Problem to solve — Line by line, print the records exactly, and keep images out of the copy.

Material to process —
────
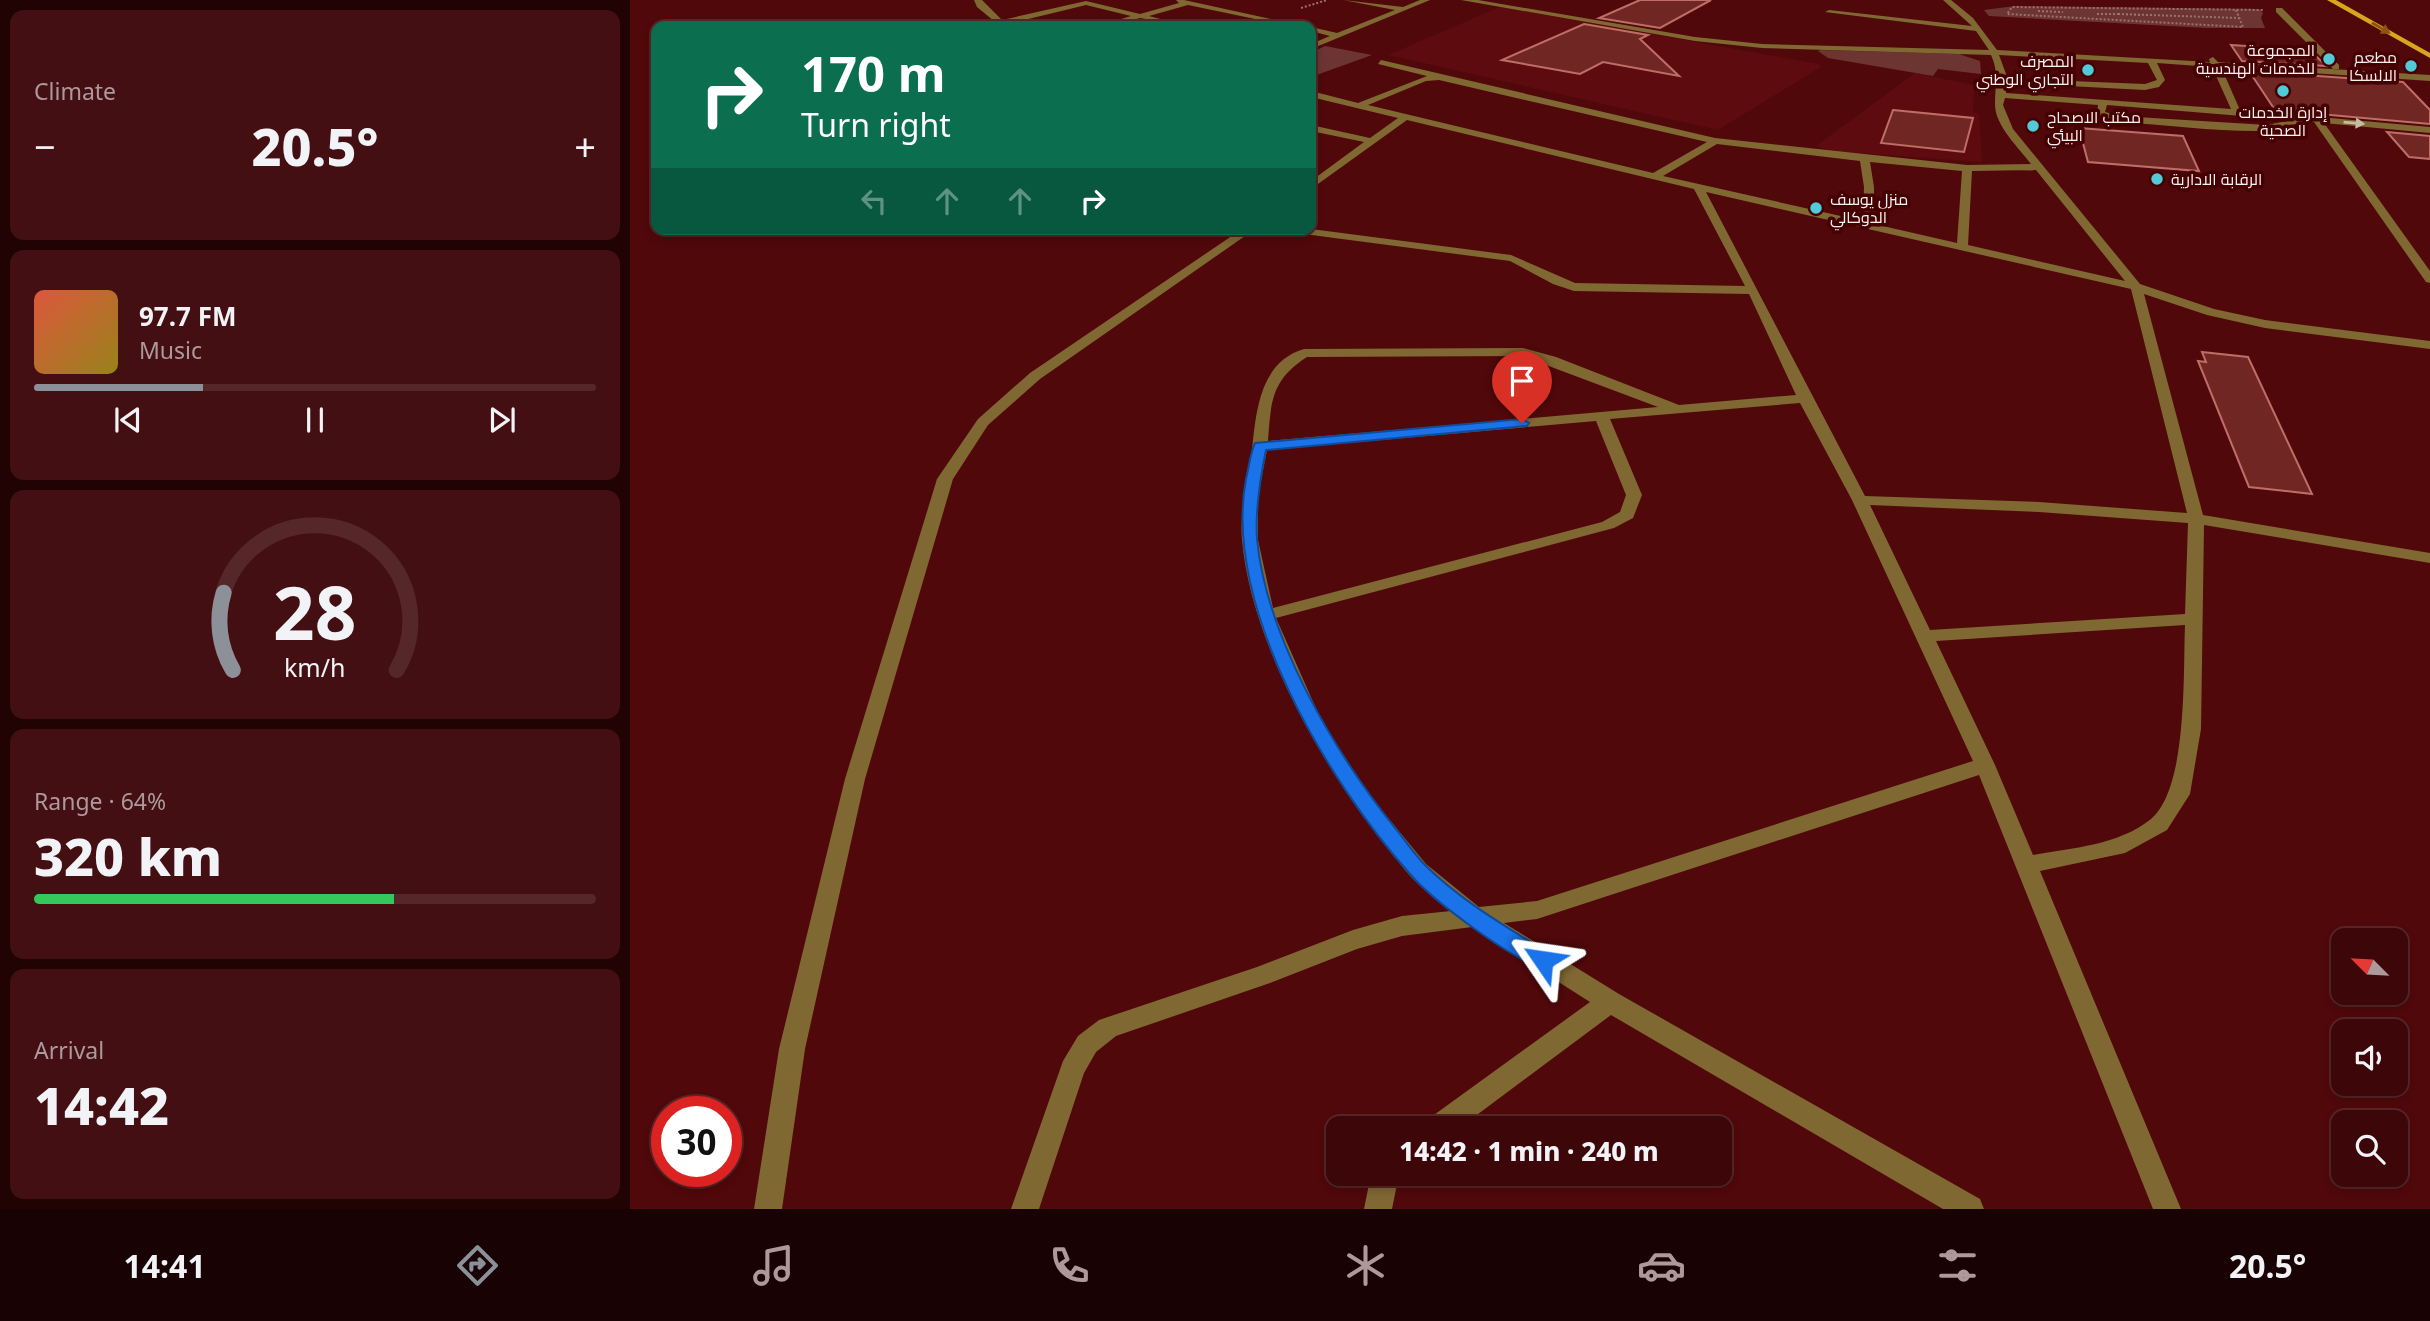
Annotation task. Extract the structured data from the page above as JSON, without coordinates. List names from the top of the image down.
{
  "places": [
    "المجموعة للخدمات الهندسية",
    "مطعم الالسكا",
    "المصرف التجاري الوطني",
    "إدارة الخدمات الصحية",
    "مكتب الاصحاح البيئي",
    "الرقابة الادارية",
    "منزل يوسف الدوكالي"
  ],
  "north": "top left",
  "page": {
    "tile": [
      "Climate",
      ["Range · 64%", "320 km"],
      ["Arrival", "14:42"]
    ],
    "turn": ["170 m", "Turn right"],
    "heat": ["−", "20.5°", "+"],
    "song": ["97.7 FM", "Music"],
    "limit": "30",
    "trip": "14:42 · 1 min · 240 m",
    "tabs": ["14:41", "20.5°"],
    "gauge": ["28", "km/h"]
  }
}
────
Answer box —
Annotation task. Extract the structured data from the page above as JSON, without coordinates. List names from the top of the image down.
{
  "places": [
    "المجموعة للخدمات الهندسية",
    "مطعم الالسكا",
    "المصرف التجاري الوطني",
    "إدارة الخدمات الصحية",
    "مكتب الاصحاح البيئي",
    "الرقابة الادارية",
    "منزل يوسف الدوكالي"
  ],
  "north": "top left",
  "page": {
    "tile": [
      "Climate",
      ["Range · 64%", "320 km"],
      ["Arrival", "14:42"]
    ],
    "turn": ["170 m", "Turn right"],
    "heat": ["−", "20.5°", "+"],
    "song": ["97.7 FM", "Music"],
    "limit": "30",
    "trip": "14:42 · 1 min · 240 m",
    "tabs": ["14:41", "20.5°"],
    "gauge": ["28", "km/h"]
  }
}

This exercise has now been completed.